PROBLEM REQUIREMENTS –
The lines from the start of the records through the one containing "position:absolute; right:18px; bottom:18px;" are to be restated word for word; please include both ends.

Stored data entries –

★ ★ ★ ★ ★

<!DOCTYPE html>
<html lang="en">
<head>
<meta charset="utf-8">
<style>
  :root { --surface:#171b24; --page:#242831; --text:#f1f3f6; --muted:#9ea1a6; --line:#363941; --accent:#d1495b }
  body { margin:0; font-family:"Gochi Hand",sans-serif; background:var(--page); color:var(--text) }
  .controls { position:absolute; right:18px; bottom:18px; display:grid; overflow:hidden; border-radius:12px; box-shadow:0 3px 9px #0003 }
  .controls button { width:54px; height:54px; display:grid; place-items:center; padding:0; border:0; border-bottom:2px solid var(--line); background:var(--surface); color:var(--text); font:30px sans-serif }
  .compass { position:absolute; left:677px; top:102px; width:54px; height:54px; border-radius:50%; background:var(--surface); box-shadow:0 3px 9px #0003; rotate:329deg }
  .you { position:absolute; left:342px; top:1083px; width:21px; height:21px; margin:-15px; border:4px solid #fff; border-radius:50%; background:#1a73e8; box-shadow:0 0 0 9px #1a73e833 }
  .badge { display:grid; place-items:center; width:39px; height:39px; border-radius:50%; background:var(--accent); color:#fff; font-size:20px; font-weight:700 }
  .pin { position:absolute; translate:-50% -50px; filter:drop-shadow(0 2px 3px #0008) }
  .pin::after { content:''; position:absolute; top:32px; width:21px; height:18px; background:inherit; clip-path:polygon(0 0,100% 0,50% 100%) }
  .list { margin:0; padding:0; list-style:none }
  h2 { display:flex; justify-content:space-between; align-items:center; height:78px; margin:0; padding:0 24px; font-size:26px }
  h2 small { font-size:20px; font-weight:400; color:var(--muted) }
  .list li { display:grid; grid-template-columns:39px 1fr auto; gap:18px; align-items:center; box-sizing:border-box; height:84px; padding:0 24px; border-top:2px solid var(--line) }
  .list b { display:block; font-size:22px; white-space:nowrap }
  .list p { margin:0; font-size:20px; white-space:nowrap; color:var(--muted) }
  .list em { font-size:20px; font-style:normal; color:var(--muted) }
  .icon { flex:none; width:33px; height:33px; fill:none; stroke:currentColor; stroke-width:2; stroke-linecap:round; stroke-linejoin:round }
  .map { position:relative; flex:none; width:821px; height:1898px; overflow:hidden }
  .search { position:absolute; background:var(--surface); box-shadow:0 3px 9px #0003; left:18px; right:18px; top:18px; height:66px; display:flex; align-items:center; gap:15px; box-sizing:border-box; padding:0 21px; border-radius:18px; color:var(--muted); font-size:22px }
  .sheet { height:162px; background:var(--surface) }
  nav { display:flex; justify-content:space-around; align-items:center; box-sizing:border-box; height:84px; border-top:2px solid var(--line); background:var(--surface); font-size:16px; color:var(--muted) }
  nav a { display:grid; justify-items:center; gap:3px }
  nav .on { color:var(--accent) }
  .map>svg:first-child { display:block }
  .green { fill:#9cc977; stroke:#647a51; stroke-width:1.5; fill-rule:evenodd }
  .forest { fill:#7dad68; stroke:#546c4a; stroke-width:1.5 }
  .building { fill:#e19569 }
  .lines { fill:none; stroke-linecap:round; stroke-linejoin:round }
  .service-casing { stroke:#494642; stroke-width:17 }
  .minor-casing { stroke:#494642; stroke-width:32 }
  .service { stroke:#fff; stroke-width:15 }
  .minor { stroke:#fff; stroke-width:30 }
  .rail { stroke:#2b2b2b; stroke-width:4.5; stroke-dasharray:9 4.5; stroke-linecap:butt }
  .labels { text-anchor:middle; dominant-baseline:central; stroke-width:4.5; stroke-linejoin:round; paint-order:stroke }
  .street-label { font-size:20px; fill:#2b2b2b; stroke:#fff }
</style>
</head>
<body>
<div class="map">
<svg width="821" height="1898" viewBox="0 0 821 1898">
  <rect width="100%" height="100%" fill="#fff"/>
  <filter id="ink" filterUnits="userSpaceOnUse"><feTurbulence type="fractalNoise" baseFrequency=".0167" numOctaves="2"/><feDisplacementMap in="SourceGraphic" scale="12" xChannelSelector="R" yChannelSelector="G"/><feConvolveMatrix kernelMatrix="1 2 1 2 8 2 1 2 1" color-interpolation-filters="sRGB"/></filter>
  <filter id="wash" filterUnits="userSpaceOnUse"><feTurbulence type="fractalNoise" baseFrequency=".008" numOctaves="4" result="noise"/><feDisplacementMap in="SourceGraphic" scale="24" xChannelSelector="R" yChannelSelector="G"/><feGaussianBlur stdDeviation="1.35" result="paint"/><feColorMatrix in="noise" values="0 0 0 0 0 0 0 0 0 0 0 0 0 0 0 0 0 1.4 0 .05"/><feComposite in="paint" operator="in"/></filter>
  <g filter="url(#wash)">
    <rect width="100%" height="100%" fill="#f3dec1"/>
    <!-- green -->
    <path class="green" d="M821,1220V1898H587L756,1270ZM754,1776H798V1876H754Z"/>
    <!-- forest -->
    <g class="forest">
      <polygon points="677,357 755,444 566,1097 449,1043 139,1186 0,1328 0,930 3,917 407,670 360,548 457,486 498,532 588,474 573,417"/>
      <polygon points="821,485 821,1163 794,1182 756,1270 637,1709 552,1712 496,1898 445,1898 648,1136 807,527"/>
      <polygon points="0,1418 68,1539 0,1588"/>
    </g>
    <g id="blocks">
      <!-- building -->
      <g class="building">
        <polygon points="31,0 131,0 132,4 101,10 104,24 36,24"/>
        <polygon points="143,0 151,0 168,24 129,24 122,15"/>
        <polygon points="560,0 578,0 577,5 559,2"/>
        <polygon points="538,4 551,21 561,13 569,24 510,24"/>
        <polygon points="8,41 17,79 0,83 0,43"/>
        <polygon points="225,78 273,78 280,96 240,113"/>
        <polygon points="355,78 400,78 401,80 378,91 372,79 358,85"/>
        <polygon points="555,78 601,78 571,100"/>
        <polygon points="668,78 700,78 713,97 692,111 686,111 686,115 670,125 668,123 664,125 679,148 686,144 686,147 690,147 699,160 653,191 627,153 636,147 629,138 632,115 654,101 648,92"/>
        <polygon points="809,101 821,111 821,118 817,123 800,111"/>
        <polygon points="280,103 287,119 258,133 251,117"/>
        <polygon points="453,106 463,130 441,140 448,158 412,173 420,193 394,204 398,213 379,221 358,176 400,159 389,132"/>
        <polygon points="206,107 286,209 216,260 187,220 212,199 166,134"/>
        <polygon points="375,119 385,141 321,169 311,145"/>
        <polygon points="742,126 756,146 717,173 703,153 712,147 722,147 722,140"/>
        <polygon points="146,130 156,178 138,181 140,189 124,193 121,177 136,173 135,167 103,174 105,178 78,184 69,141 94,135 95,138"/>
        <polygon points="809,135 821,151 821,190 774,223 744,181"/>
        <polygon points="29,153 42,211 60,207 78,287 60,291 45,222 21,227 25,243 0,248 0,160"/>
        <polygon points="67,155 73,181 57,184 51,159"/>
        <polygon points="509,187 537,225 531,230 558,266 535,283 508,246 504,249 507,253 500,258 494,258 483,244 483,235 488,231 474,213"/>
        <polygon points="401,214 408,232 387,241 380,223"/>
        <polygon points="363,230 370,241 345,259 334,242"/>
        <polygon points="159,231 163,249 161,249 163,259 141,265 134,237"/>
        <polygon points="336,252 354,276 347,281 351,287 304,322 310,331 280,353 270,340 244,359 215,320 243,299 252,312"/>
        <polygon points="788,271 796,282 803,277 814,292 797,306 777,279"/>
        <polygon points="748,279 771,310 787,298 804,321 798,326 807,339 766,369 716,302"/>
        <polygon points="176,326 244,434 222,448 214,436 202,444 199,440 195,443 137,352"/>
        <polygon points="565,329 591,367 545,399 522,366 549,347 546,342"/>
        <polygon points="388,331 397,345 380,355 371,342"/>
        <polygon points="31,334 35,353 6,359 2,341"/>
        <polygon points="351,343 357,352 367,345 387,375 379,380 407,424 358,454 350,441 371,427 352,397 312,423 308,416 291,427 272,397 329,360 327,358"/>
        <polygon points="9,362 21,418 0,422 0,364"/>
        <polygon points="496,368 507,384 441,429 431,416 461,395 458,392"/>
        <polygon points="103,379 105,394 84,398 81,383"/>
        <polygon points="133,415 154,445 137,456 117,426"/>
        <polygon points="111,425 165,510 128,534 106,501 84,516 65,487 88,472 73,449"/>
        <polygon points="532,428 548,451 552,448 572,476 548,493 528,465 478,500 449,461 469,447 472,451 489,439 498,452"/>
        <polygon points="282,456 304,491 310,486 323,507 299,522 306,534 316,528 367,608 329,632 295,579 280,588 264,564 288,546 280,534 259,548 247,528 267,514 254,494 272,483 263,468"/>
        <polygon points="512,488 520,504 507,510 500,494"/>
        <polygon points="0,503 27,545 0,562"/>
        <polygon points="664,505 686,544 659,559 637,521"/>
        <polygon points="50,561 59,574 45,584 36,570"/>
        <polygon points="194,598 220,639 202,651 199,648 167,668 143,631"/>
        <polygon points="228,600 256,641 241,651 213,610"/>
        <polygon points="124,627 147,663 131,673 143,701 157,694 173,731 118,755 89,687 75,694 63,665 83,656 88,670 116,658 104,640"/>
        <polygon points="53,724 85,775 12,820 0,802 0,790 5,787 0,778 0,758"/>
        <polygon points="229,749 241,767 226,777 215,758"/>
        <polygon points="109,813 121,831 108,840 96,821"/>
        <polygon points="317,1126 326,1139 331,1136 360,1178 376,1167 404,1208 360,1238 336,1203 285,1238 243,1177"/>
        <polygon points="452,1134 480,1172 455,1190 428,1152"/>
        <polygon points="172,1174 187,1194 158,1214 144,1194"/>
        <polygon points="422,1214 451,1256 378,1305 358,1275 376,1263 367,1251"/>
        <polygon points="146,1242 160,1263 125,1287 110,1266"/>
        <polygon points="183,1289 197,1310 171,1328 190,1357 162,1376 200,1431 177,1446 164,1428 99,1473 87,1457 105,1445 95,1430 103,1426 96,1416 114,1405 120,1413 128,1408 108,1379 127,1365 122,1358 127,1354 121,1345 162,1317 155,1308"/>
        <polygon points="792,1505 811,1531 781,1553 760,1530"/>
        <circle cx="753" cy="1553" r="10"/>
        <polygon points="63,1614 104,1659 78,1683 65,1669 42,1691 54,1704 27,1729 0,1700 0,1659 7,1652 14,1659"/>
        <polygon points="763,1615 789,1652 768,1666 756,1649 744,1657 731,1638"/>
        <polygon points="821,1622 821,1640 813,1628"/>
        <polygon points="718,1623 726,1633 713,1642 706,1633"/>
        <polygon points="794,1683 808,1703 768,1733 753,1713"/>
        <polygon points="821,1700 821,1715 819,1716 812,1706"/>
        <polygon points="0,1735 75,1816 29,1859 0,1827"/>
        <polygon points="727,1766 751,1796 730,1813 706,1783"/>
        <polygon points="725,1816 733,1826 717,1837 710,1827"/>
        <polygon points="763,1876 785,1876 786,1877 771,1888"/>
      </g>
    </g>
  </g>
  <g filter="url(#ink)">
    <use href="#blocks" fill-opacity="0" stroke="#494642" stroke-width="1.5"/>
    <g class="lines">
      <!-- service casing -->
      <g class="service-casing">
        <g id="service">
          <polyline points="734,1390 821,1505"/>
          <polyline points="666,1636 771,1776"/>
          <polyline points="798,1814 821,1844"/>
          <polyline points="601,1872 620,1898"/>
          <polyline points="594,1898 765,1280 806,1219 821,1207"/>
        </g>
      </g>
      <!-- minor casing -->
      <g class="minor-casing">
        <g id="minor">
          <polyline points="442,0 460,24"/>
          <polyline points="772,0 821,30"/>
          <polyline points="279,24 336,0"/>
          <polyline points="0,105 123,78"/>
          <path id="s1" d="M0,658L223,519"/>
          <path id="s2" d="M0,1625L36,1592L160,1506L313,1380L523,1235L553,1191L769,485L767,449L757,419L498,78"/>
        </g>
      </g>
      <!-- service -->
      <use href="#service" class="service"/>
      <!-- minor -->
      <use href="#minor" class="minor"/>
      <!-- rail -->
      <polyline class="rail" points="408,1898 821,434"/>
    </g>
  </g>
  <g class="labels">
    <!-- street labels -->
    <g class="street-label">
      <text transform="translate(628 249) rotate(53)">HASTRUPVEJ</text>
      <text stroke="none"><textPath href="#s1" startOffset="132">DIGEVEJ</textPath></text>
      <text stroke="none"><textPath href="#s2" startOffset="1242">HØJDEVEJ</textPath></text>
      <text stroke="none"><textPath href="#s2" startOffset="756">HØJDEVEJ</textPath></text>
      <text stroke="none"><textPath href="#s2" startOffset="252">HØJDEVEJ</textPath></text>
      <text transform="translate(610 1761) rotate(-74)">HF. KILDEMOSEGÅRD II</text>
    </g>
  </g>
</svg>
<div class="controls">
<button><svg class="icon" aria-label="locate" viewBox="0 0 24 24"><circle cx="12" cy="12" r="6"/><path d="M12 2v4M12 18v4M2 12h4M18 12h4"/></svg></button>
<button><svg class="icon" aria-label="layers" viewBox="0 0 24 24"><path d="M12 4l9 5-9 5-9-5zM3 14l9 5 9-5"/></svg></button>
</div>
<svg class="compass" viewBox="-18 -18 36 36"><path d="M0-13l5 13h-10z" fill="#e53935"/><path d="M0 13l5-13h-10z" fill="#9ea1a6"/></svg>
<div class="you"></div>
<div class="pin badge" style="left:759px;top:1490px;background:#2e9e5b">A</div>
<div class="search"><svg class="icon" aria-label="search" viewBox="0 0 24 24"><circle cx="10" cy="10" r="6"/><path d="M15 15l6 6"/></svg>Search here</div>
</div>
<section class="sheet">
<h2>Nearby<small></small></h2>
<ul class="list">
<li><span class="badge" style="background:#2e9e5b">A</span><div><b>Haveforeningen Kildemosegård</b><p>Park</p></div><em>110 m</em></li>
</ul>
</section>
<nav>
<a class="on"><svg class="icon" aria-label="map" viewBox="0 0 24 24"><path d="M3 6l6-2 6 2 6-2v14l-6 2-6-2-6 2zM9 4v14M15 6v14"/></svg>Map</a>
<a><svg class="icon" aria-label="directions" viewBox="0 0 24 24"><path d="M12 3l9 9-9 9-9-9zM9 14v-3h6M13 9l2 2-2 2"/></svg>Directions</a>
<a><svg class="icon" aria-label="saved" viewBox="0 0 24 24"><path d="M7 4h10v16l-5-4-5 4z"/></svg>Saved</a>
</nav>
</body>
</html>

★ ★ ★ ★ ★

OUTPUT FOR THIS TASK –
<!DOCTYPE html>
<html lang="en">
<head>
<meta charset="utf-8">
<style>
  :root { --surface:#171b24; --page:#242831; --text:#f1f3f6; --muted:#9ea1a6; --line:#363941; --accent:#d1495b }
  body { margin:0; font-family:"Gochi Hand",sans-serif; background:var(--page); color:var(--text) }
  .controls { position:absolute; right:18px; bottom:18px; display:grid; overflow:hidden; border-radius:12px; box-shadow:0 3px 9px #0003 }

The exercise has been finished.